Entre janeiro e dezembro de 2025, a massa salarial mensal passou de R$ 235,71 bilhões para R$ 240,69 bilhões, um aumento de 2,1%, aproximadamente R$ 4,98 bilhões.

O setor de Serviços respondeu pela maior parcela da massa salarial, alcançando cerca de R$ 155,0 bilhões em dezembro de 2025, com remuneração média de aproximadamente R$ 4.986.

A remuneração média mensal, por sua vez, recuou de R$ 4.415,09 em janeiro para R$ 4.369,02 em dezembro, redução de 1,0%.

Já em fevereiro, considerando a remuneração média de fevereiro a dezembro, subiu de R$ 4.208,58 para R$ 4.369,02, crescimento de 3,8%.

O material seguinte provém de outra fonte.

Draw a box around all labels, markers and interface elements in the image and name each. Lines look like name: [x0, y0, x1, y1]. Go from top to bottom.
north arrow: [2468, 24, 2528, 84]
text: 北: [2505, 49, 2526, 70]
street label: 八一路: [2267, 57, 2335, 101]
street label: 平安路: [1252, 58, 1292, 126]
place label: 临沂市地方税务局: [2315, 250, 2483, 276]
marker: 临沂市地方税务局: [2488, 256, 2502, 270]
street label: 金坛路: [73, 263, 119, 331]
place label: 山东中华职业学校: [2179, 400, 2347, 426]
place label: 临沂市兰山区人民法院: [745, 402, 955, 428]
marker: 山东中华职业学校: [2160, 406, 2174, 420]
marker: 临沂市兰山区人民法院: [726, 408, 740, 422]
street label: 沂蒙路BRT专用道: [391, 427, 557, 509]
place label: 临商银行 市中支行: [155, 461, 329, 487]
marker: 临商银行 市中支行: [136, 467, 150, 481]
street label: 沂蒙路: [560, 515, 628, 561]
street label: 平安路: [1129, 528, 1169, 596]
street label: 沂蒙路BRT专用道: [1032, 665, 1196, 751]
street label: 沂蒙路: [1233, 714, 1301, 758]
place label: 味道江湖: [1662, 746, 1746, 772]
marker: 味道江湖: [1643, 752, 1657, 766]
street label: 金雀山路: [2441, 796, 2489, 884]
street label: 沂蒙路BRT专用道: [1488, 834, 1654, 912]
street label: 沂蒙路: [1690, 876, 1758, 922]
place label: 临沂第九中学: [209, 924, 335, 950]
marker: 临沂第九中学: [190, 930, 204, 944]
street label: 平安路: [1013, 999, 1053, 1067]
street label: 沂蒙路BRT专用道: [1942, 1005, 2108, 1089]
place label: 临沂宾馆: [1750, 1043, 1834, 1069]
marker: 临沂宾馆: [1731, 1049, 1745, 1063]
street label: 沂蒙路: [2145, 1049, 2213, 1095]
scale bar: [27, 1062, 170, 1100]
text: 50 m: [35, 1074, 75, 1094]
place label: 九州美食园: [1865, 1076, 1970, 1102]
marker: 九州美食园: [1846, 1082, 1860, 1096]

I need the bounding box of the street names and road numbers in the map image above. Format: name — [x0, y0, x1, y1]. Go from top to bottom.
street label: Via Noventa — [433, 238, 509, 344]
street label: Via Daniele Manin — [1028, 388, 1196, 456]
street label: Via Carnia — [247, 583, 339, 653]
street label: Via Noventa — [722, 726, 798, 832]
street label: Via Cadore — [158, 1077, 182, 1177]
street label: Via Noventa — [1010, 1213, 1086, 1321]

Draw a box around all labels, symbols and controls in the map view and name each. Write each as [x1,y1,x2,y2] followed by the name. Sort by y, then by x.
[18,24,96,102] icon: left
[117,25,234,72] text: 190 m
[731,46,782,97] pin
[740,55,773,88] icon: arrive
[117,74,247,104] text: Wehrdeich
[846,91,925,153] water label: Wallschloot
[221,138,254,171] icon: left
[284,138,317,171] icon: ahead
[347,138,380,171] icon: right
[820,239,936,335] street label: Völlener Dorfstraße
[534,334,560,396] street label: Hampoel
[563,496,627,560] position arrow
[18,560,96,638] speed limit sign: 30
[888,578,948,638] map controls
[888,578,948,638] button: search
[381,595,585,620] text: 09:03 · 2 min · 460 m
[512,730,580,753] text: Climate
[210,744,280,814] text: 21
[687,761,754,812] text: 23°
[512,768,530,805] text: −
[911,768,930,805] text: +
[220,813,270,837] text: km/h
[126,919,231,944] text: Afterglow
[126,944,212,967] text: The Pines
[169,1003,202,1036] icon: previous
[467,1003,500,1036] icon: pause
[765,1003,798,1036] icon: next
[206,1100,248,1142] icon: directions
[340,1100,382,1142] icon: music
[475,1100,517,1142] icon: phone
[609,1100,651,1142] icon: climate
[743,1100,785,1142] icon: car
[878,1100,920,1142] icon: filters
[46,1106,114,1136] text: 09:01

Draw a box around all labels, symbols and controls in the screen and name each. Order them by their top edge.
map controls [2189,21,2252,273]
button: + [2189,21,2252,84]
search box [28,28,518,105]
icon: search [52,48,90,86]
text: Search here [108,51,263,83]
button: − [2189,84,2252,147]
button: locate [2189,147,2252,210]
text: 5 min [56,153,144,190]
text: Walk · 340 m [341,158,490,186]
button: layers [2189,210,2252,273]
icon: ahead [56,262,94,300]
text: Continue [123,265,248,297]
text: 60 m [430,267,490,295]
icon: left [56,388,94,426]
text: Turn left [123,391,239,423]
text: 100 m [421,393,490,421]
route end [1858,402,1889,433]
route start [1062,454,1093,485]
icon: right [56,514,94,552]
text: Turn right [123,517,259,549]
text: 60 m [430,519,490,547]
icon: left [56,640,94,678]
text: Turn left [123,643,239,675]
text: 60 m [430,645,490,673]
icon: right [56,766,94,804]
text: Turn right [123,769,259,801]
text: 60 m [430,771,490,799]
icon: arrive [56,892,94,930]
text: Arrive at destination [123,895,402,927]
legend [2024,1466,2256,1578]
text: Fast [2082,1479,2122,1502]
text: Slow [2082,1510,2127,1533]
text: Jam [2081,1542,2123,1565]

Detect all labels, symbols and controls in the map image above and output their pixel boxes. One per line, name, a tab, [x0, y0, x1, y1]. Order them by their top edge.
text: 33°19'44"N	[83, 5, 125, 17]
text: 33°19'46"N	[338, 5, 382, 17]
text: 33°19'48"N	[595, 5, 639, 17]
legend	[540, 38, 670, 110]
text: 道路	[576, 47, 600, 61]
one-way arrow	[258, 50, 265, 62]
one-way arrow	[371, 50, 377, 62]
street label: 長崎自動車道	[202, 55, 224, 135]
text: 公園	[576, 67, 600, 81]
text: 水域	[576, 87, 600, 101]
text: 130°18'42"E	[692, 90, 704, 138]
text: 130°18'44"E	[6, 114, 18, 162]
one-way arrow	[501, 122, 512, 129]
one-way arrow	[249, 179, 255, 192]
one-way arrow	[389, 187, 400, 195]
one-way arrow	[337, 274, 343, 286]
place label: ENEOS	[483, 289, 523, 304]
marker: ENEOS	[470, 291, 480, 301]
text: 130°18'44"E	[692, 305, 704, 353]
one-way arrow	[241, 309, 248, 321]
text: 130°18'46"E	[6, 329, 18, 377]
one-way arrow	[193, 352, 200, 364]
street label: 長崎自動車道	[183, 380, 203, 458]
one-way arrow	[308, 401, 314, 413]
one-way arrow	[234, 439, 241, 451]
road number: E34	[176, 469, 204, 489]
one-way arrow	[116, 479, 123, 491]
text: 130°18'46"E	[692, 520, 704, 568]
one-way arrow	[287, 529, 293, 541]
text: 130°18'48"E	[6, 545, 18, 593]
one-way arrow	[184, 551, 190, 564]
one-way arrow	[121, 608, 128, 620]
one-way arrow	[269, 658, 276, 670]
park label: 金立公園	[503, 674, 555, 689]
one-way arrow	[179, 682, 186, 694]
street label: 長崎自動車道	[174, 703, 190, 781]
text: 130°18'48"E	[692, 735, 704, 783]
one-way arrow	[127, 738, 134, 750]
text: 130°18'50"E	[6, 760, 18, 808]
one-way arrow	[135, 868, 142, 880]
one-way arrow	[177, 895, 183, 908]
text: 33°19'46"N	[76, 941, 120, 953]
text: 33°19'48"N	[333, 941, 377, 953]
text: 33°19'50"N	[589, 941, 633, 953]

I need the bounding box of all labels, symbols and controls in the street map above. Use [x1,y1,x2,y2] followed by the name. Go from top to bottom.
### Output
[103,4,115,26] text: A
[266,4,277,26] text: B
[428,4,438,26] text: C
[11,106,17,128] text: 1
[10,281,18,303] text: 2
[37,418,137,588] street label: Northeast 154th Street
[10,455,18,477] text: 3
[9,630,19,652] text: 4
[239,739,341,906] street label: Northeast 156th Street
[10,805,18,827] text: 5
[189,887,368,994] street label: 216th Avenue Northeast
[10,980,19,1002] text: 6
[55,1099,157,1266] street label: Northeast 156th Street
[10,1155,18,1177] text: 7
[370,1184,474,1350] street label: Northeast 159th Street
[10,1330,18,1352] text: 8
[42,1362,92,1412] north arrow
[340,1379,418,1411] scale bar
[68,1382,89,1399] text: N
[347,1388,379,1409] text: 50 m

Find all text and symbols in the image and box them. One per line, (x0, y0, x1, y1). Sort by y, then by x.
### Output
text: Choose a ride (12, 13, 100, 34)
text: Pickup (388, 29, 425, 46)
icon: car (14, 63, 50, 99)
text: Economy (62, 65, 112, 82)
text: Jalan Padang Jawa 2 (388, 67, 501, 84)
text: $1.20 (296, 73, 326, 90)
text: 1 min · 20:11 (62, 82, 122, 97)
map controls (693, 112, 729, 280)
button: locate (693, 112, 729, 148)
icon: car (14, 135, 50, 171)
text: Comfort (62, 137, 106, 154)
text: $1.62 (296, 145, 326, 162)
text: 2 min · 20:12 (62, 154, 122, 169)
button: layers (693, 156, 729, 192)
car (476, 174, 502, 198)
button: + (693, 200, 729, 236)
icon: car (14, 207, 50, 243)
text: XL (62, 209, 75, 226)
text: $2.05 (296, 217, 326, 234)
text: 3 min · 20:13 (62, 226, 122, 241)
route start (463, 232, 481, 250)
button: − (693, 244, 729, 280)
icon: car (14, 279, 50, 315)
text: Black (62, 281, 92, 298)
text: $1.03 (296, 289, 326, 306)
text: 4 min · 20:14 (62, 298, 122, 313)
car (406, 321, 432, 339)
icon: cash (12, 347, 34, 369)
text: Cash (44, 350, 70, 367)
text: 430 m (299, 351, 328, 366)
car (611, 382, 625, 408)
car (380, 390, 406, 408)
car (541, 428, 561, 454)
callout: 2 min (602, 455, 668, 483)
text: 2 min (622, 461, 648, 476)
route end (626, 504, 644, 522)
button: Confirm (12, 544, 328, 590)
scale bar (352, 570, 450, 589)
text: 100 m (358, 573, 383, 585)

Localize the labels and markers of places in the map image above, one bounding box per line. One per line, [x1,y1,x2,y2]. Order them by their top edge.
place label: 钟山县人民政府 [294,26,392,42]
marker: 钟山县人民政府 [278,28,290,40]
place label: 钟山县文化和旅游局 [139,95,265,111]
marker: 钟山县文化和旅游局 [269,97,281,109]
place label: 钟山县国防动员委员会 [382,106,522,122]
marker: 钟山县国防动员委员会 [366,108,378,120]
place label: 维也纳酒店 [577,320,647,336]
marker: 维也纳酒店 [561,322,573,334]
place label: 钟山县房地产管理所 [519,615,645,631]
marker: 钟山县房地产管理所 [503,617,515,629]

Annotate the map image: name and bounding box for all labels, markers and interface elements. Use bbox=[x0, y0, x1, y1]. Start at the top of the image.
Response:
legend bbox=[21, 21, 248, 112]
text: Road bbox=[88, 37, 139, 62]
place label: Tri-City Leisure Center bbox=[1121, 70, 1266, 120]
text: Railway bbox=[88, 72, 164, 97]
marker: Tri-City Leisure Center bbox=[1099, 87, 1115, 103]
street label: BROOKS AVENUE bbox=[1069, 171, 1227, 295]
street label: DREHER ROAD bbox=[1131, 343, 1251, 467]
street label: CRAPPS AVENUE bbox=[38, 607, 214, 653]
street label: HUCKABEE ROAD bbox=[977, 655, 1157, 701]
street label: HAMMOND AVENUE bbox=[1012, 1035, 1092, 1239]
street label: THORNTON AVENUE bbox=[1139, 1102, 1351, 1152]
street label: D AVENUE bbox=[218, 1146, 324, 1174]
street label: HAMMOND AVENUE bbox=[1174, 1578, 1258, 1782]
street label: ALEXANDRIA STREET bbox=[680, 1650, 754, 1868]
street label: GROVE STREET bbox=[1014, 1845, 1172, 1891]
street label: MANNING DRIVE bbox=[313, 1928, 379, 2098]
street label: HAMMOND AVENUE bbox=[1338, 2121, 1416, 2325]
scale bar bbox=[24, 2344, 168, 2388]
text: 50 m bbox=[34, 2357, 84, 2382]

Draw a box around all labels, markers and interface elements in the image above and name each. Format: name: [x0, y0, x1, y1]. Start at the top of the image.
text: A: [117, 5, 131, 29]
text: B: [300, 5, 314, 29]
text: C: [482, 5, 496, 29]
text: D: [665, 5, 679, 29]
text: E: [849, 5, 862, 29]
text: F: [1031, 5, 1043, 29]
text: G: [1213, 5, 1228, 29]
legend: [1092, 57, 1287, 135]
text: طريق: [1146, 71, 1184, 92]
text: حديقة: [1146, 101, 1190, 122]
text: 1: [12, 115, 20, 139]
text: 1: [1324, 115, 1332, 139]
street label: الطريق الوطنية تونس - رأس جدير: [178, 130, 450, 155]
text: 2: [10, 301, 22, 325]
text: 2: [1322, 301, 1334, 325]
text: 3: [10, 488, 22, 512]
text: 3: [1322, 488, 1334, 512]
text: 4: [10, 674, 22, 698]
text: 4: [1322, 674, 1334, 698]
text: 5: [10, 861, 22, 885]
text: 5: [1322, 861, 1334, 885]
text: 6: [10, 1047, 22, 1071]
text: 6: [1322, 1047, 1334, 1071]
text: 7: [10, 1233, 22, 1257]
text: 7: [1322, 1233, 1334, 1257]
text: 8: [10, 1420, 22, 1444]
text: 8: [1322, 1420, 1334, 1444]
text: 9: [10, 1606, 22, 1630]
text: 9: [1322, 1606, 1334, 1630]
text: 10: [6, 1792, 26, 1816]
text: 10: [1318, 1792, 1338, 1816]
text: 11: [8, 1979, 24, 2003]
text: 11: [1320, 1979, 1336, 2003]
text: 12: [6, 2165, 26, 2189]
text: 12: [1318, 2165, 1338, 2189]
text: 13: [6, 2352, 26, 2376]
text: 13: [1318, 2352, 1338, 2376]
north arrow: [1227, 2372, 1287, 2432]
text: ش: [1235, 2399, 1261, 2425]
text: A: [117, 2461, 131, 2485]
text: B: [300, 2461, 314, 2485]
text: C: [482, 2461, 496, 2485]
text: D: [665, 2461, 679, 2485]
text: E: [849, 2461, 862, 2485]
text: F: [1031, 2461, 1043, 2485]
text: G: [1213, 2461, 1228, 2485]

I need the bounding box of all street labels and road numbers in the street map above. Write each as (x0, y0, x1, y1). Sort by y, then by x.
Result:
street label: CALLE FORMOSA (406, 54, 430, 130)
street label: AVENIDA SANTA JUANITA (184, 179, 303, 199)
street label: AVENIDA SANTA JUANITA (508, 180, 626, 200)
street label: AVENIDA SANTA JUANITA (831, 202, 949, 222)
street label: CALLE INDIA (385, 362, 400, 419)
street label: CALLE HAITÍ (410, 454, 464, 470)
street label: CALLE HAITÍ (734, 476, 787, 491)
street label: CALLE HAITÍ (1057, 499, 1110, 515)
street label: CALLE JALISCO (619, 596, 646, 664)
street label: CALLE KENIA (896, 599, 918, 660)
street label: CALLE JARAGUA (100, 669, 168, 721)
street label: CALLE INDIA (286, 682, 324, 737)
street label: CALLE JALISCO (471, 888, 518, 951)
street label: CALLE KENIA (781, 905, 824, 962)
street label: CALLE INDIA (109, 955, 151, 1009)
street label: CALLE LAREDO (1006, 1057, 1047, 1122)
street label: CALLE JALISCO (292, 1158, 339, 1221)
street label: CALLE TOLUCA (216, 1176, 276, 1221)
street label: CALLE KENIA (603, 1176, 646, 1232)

Entre janeiro e dezembro de 2025, a remuneração média dos homens passou de R$ 4.485,32 para R$ 4.676,73, enquanto a das mulheres passou de R$ 3.983,15 para R$ 4.107,31.

Os dados por sexo também mostram que a massa salarial das mulheres cresceu 4,1% entre janeiro e dezembro, acima da variação observada entre os homens, que foi de 0,8%.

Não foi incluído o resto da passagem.